** Task **
Copy all the records word for word, apart from any pictures.

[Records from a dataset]
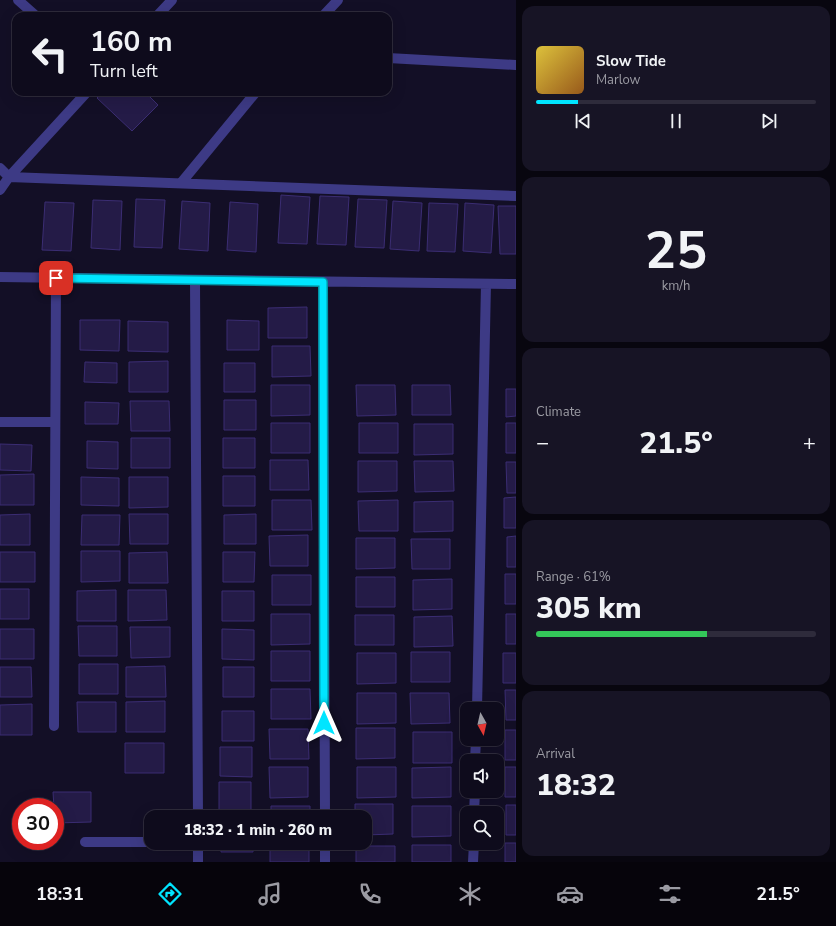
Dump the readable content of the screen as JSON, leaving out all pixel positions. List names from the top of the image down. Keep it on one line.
{"north":"bottom","page":{"turn":["160 m","Turn left"],"song":["Slow Tide","Marlow"],"tile":[["25","km/h"],"Climate",["Range · 61%","305 km"],["Arrival","18:32"]],"heat":["−","21.5°","+"],"limit":"30","trip":"18:32 · 1 min · 260 m","tabs":["18:31","21.5°"]}}
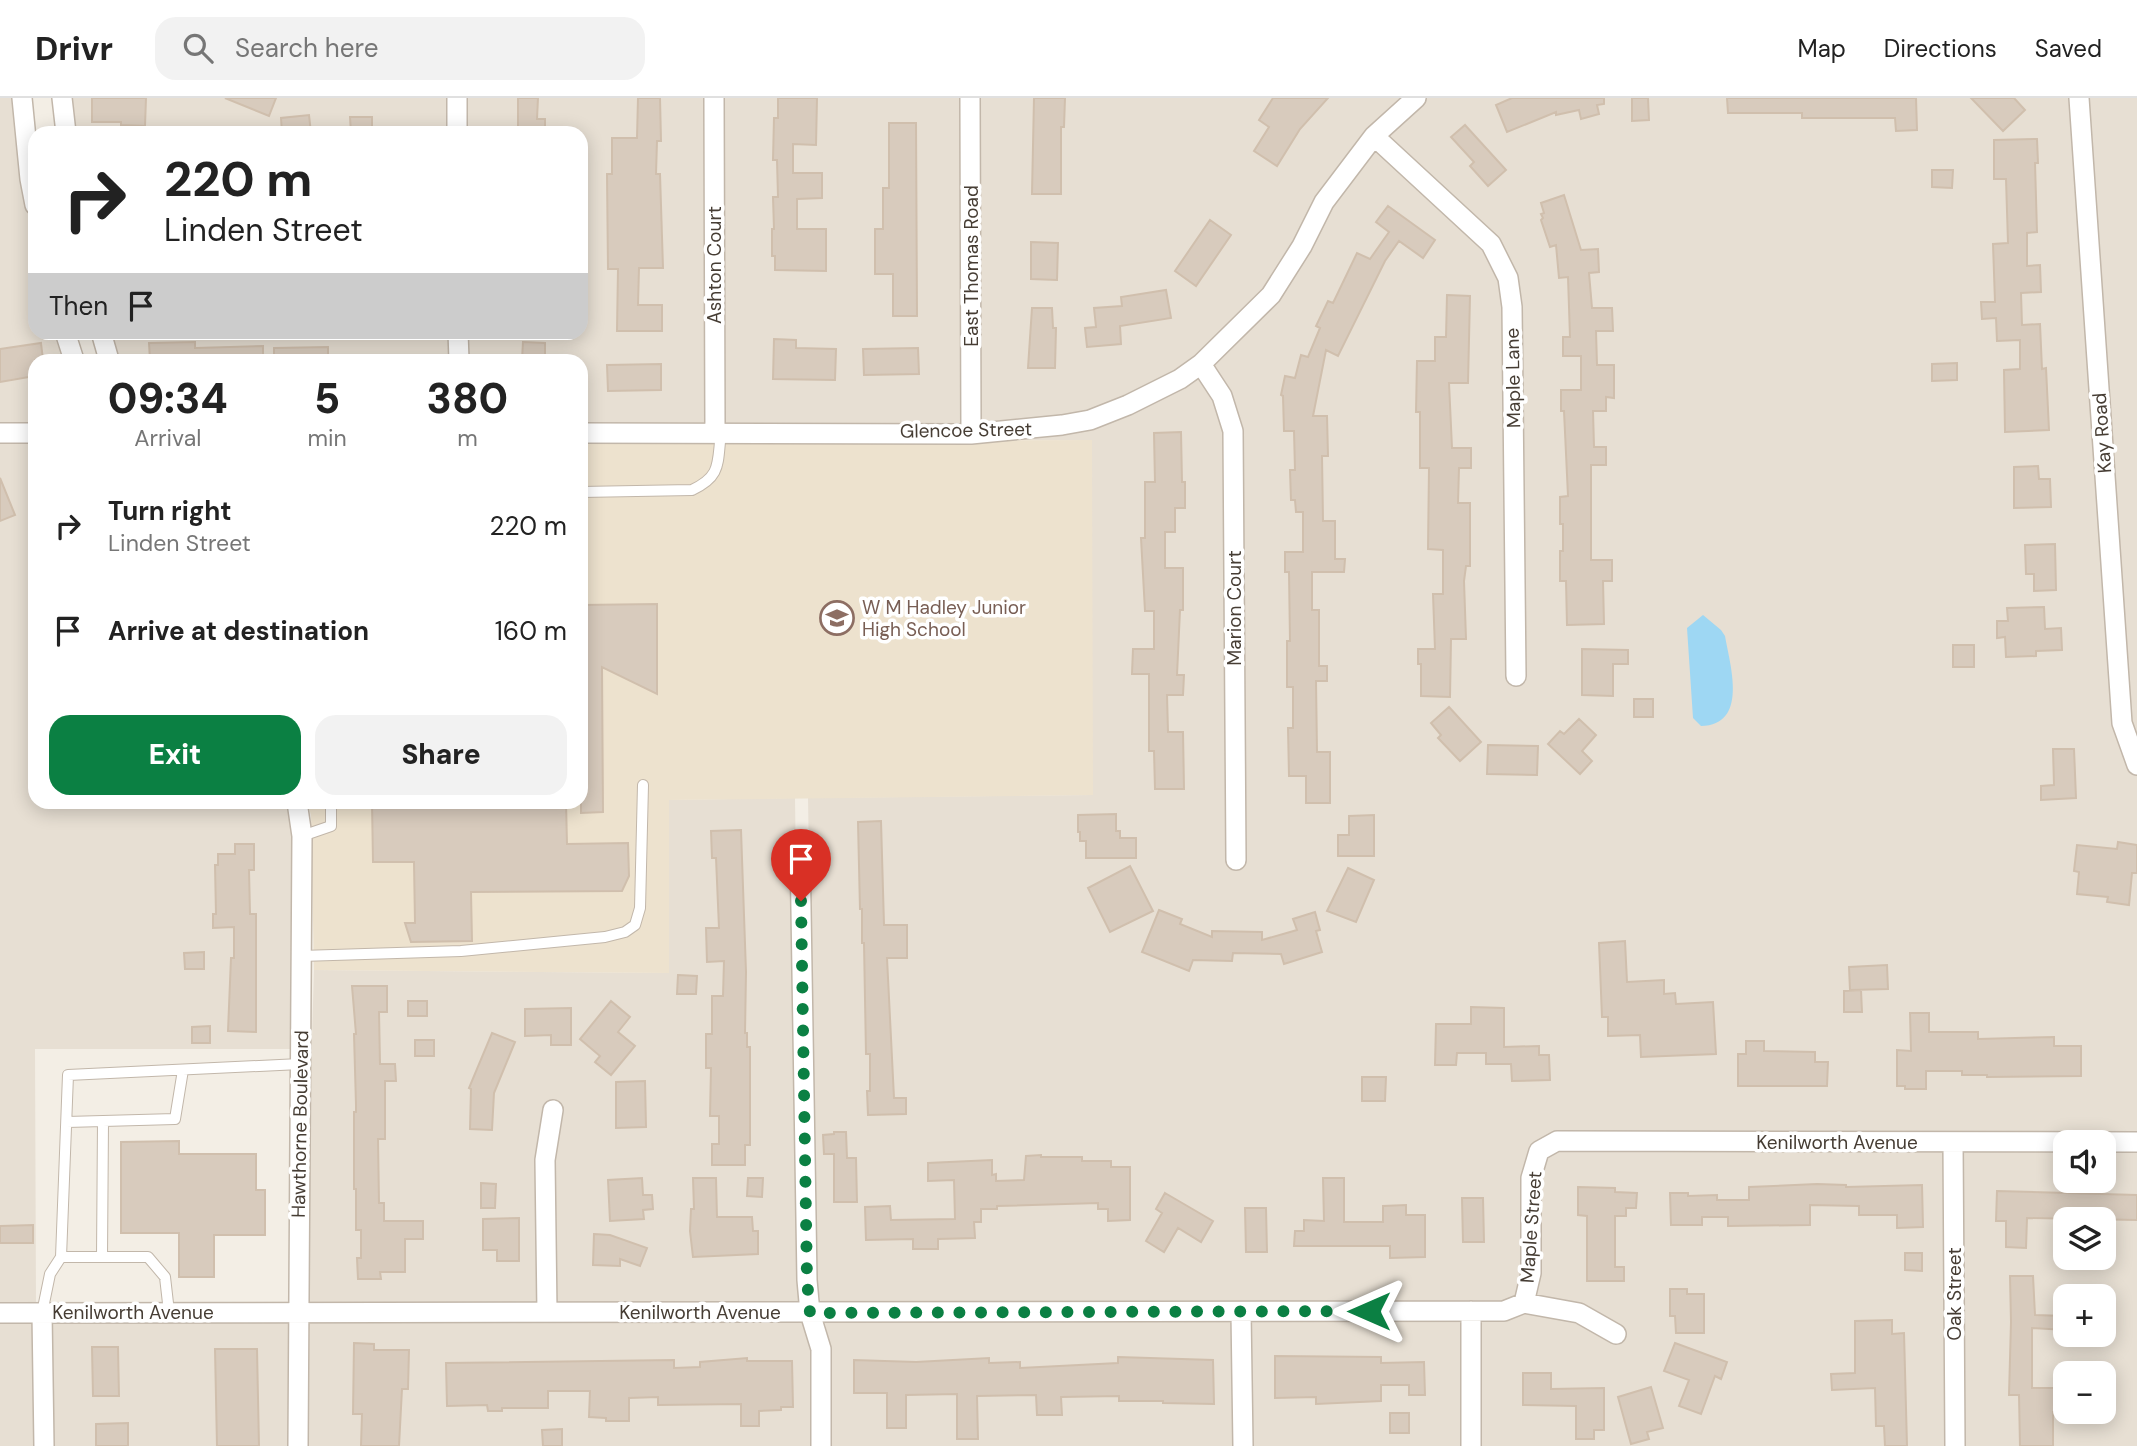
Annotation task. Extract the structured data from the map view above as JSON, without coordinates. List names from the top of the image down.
{
  "streets": {
    "street": [
      "Ashton Court",
      "East Thomas Road",
      "Maple Lane",
      "Glencoe Street",
      "Kay Road",
      "Marion Court",
      "Hawthorne Boulevard",
      "Kenilworth Avenue",
      "Maple Street",
      "Oak Street"
    ]
  },
  "crossings": [
    ["Ashton Court", "Glencoe Street"],
    ["East Thomas Road", "Glencoe Street"],
    ["Maple Lane", "Glencoe Street"],
    ["Glencoe Street", "Marion Court"],
    ["Hawthorne Boulevard", "Kenilworth Avenue"],
    ["Kenilworth Avenue", "Maple Street"],
    ["Kenilworth Avenue", "Oak Street"]
  ],
  "places": {
    "school or university": ["W M Hadley Junior High School"]
  },
  "page": {
    "header": "Drivr",
    "search": "Search here",
    "nav": ["Map", "Directions", "Saved"],
    "turn": ["220 m", "Linden Street"],
    "then": "Then",
    "eta": [
      "09:34",
      "Arrival",
      "5",
      "min",
      "380",
      "m"
    ],
    "list": [
      {
        "name": "Turn right",
        "note": "Linden Street",
        "value": "220 m"
      },
      {
        "name": "Arrive at destination",
        "value": "160 m"
      }
    ],
    "buttons": ["Exit", "Share"],
    "map_buttons": ["+", "−"]
  }
}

** Expected answer **
Dump the readable content of the screen as JSON, leaving out all pixel positions. List names from the top of the image down. Keep it on one line.
{"north":"bottom","page":{"turn":["160 m","Turn left"],"song":["Slow Tide","Marlow"],"tile":[["25","km/h"],"Climate",["Range · 61%","305 km"],["Arrival","18:32"]],"heat":["−","21.5°","+"],"limit":"30","trip":"18:32 · 1 min · 260 m","tabs":["18:31","21.5°"]}}
Annotation task. Extract the structured data from the map view above as JSON, without coordinates. List names from the top of the image down.
{
  "streets": {
    "street": [
      "Ashton Court",
      "East Thomas Road",
      "Maple Lane",
      "Glencoe Street",
      "Kay Road",
      "Marion Court",
      "Hawthorne Boulevard",
      "Kenilworth Avenue",
      "Maple Street",
      "Oak Street"
    ]
  },
  "crossings": [
    ["Ashton Court", "Glencoe Street"],
    ["East Thomas Road", "Glencoe Street"],
    ["Maple Lane", "Glencoe Street"],
    ["Glencoe Street", "Marion Court"],
    ["Hawthorne Boulevard", "Kenilworth Avenue"],
    ["Kenilworth Avenue", "Maple Street"],
    ["Kenilworth Avenue", "Oak Street"]
  ],
  "places": {
    "school or university": ["W M Hadley Junior High School"]
  },
  "page": {
    "header": "Drivr",
    "search": "Search here",
    "nav": ["Map", "Directions", "Saved"],
    "turn": ["220 m", "Linden Street"],
    "then": "Then",
    "eta": [
      "09:34",
      "Arrival",
      "5",
      "min",
      "380",
      "m"
    ],
    "list": [
      {
        "name": "Turn right",
        "note": "Linden Street",
        "value": "220 m"
      },
      {
        "name": "Arrive at destination",
        "value": "160 m"
      }
    ],
    "buttons": ["Exit", "Share"],
    "map_buttons": ["+", "−"]
  }
}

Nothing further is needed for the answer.